Na Electrolux, o treinamento dos gestores passa por remuneração, para que os líderes saibam explicar a estratégia de cargos e salários da companhia para suas equipes. “O gestor sabe a descrição dos cargos, o peso das funções dentro da empresa, conhece os salários de quem está abaixo dele, consegue fazer uma comparação interna e com o mercado em empresas de porte semelhante”, explica Valmir Buscarioli, vice-presidente de recursos humanos da Electrolux para a América Latina.

Buscarioli acredita que nas empresas mais bem estruturadas não é mais tabu falar de remuneração. “Salário é fator de retenção e tem que ser tratado com maturidade. O gestor precisa demonstrar para o funcionário que ele está sendo bem remunerado”, afirma. E isso passa, inclusive, por apresentar ao profissional todo o rol de benefícios que compõe o pacote de remuneração. “É um ganho indireto que precisa ficar claro para o funcionário.”

Na Eurofarma, anualmente, todos os fornecedores de benefícios vão à empresa participar de uma espécie de feira. Com o nome de “Semana da Saúde”, o evento se propõe a dar mais transparência sobre os benefícios oferecidos aos trabalhadores. “É um momento em que os funcionários podem esclarecer todas as dúvidas”, diz Daniela Panagassi, diretora de recursos humanos da Eurofarma.

Assim como a maioria das empresas, a Eurofarma não abre os salários dos funcionários, mas explica como se chega à remuneração e quais empresas do mercado são base de comparação.

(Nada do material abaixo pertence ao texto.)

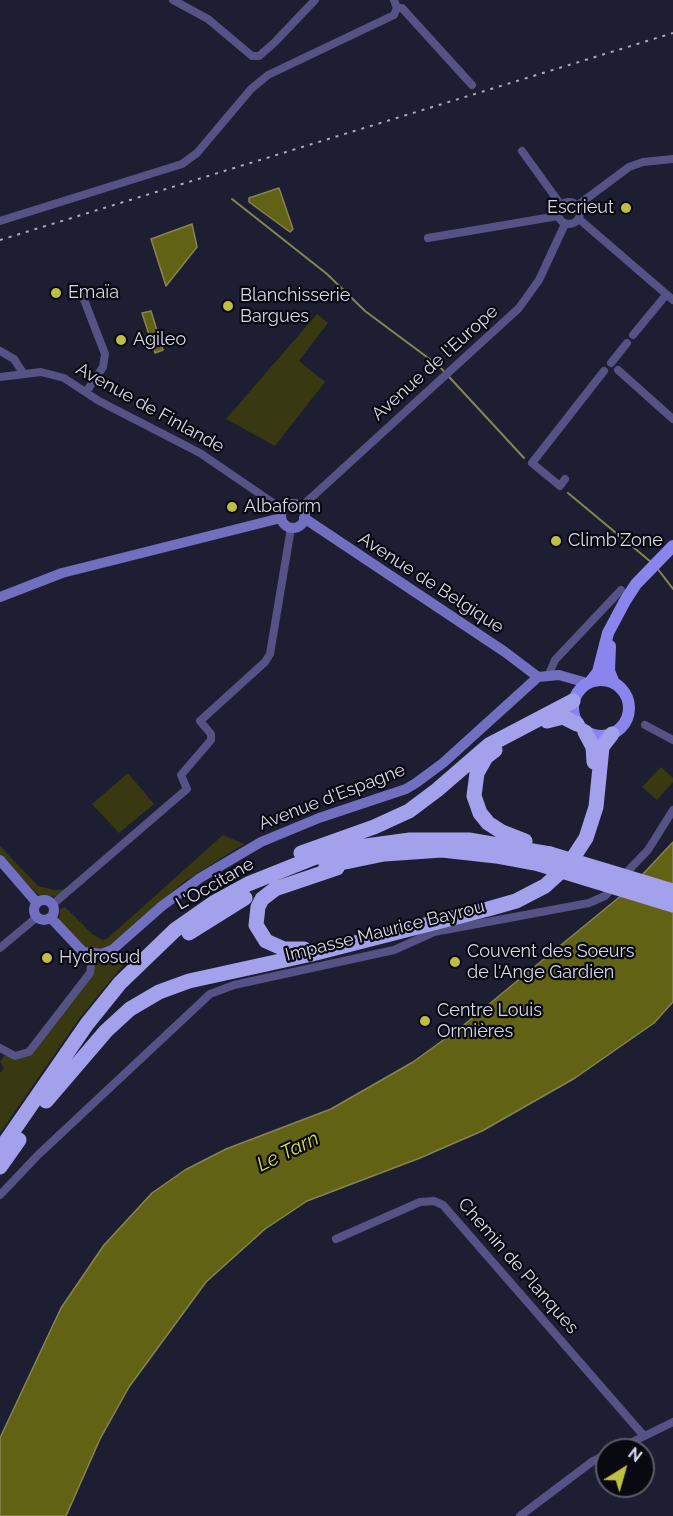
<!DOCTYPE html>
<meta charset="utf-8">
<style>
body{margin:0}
#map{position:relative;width:673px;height:1516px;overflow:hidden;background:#1e1e33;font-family:Raleway,sans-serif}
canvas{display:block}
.north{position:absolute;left:595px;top:1438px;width:60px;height:60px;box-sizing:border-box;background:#090912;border:2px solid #5c5c67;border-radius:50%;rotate:37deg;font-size:16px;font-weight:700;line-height:24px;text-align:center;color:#d8d8e7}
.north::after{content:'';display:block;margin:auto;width:21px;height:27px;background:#bebf42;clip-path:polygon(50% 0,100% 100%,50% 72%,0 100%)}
</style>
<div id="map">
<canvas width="673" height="1516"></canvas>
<div class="north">N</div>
</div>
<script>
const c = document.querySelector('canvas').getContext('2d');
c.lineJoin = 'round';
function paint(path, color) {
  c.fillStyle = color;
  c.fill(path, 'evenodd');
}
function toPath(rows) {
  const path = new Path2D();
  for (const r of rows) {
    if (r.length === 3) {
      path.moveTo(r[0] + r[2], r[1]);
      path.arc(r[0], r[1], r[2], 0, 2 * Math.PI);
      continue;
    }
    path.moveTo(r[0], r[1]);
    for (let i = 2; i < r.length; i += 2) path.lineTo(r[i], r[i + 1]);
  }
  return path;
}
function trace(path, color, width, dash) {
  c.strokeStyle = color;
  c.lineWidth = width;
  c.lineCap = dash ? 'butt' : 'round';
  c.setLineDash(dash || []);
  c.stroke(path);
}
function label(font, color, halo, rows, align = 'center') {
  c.font = font + ' Raleway,sans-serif';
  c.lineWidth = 4.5;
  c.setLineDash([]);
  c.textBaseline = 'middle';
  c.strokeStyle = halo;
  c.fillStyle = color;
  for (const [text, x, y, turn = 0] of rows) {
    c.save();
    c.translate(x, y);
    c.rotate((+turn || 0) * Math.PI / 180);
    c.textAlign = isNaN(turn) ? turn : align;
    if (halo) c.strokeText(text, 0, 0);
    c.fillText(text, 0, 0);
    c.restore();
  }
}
const green = toPath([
 [317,314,328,323,299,361,325,382,275,446,226,419],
 [661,767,673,778,673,782,657,800,642,787],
 [128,773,154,804,119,833,92,804],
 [223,835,244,844,185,881,106,948,98,951,81,946,59,921,60,909,65,907,92,934,103,940,108,938],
 [0,846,38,886,54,890,66,889,57,897,38,895,0,854],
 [112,950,124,964,79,1019,0,1133,0,1073,4,1068,0,1062,4,1056,23,1056,90,973,93,954]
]);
const water = toPath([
 [279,188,293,229,290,232,249,202,249,198,279,188],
 [192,224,197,247,166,286,151,239,192,224],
 [151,311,163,350,155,353,142,313,151,311],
 [673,842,673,1002,654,1023,575,1078,482,1131,420,1158,307,1201,265,1229,206,1282,129,1387,100,1439,66,1516,0,1516,0,1438,61,1308,104,1245,152,1193,185,1170,226,1149,331,1109,413,1062,460,1028,628,890,673,842]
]);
const stream = toPath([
 [232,199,327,274,365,311,439,366,524,458],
 [568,493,651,562],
 [657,568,673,589]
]);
const street = toPath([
 [173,0,208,19,252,56,259,56,274,43,315,0],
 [394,0,397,8,402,8,472,85],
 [522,151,561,205],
 [569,213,11],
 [578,205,629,167,643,162,673,159],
 [579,219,673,300],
 [0,221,182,164,197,153,251,89,268,75,394,15,397,8],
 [428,238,558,216],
 [83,297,105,354,103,367,86,392],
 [633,335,666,295],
 [0,351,14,359,23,373],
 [611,363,627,343],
 [618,370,673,419],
 [0,377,41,372,64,378,99,401,200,453,282,509],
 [565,479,560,486,532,463,604,371],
 [301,507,519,308,539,280,565,224],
 [549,674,555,660,621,590],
 [645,725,673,740],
 [623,876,648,850,673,810],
 [52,905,187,789,181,775,211,740,211,734,200,721,265,662,270,654,291,528],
 [0,948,37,917],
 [0,1048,15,1056,29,1052,90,973,93,954],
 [0,1195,38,1155,210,994,234,985,394,950,434,932,589,903,605,896,614,886],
 [336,1239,420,1202,434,1201,443,1205,644,1436],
 [616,1450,673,1422],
 [520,1516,593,1461,607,1454]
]);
const secondary = toPath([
 [293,516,12],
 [304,518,505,652,538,677],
 [0,597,62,573,281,518],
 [0,860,37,903],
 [44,910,10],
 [51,918,83,952,102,954,112,950,162,906,200,878,261,842,319,818,406,789,416,783,443,763,538,677,559,675,587,683]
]);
const primary = toPath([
 [610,646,609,671,614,683],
 [601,708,28],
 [591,681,598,672,608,633,625,601,636,584,673,546]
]);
const highway = toPath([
 [547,721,563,717,577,724],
 [585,732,593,747,594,762],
 [495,750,486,757,477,773,474,796,480,813,488,823,502,832,525,841],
 [301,853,374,827,409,811,437,790,489,745,573,701],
 [326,866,384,854,442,850,496,856,539,864],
 [189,933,245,898],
 [304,949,284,949,266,941,256,925,258,907,262,899,275,889,337,868],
 [46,1101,106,1031,130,1009,159,992,189,981,312,954,488,909,516,901,545,886,569,864,586,838,596,807,602,747,612,734],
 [0,1150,87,1024,120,983,175,930,215,902,248,884,313,858,351,848,410,840,469,840,550,854],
 [0,1167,19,1140]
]);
const rail = toPath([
 [0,240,673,33]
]);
const highwayBridge = toPath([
 [550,854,673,891],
 [539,864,673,905]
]);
const markers = [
 [626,208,6,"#bebf42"],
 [56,293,6,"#bebf42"],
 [228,306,6,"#bebf42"],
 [121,340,6,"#bebf42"],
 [232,507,6,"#bebf42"],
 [556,541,6,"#bebf42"],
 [47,958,6,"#bebf42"],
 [455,962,6,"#bebf42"],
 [425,1021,6,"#bebf42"]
];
const poiNames = [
 ["Escrieut",614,208,"right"],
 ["Emaïa",68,293],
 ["Blanchisserie",240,296],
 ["Bargues",240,317],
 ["Agileo",133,340],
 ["Albaform",244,507],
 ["Climb'Zone",568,541],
 ["Couvent des Soeurs",467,952],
 ["de l'Ange Gardien",467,973],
 ["Hydrosud",59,958],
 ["Centre Louis",437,1011],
 ["Ormières",437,1032]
];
const streetNames = [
 ["Avenue de l'Europe",435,363,-42],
 ["Avenue de Finlande",150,408,29],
 ["Avenue de Belgique",431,583,33],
 ["Avenue d'Espagne",332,797,-21],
 ["L'Occitane",215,884,-30],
 ["Impasse Maurice Bayrou",385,931,-14],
 ["Chemin de Planques",518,1266,49]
];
const waterNames = [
 ["Le Tarn",288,1152,-26]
];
paint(green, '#383811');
paint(water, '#626215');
trace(water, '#858554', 1.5);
trace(stream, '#858554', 2);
trace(street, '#555386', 8);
trace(secondary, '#736fc0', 10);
trace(primary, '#8b84ed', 12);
trace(highway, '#a3a1ec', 15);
trace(rail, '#ababbb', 2, [3, 6]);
trace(highwayBridge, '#a3a1ec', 15);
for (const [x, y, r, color] of markers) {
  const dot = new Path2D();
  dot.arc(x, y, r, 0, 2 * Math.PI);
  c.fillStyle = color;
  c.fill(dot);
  trace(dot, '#090912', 2);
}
label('18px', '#d8d8e7', '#090912', poiNames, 'left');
label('18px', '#d8d8e7', '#090912', streetNames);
label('italic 20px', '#d9da59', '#090912', waterNames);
</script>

Para Luciana Caletti, CEO e cofundadora do Love Mondays, plataforma que compara os salários dos profissionais por cargo e empresa, falar de remuneração ainda é tabu para muita gente. “Não só dentro das empresas. É comum que salários não sejam revelados nem mesmo dentro do círculo familiar, mas temos visto isso mudar nos últimos anos”, afirma.

A mudança, do ponto de vista de Luciana, é positiva. “Significa que caminhamos para um cenário mais transparente. Com mais pessoas dispostas a falar sobre isso, algumas empresas já perceberam a importância de divulgar internamente as faixas salariais de cada nível hierárquico, bem como de deixar mais claros os critérios para a promoção dos funcionários”, diz.

No Love Mondays há mais de 1,2 milhão de salários publicados. A publicação da remuneração é confidencial, então o nome do usuário não é divulgado, mas quem pesquisa consegue checar salários por cargo e empresa. Mais de 4 milhões de pessoas acessam o Love Mondays mensalmente.

Uma pesquisa com mais de mil profissionais brasileiros mostra que a maioria (91%) tem vontade de procurar uma oportunidade de trabalho no exterior para ter a chance de morar fora do país. A maior parte só colocaria o plano em prática se conseguisse um emprego formal (veja gráfico).

Em outra pergunta, cerca de um terço diz que aceitaria um trabalho não relacionado a sua formação, como ser garçom, babysitter ou fazer serviços de limpeza.

O sonho de viajar e conhecer novas culturas é o que motiva a maior parcela de profissionais nessa vontade de morar fora (35%), mas cerca de 26% atribuem o desejo à crise e ao alto nível de desemprego no Brasil, 23% à falta de perspectiva na própria carreira e 16% à queda no padrão de vida dos últimos anos.

O idioma é a competência mais importante para conseguir uma vaga no exterior, na opinião dos respondentes, mas a flexibilidade para respeitar culturas diferentes, a capacidade de aprender e a resiliência também foram lembradas.

Os Estados Unidos foram o país mais citado pelos respondentes como destino preferido, seguido por Canadá e Portugal. Os dados são da consultoria de recrutamento e seleção Talenses.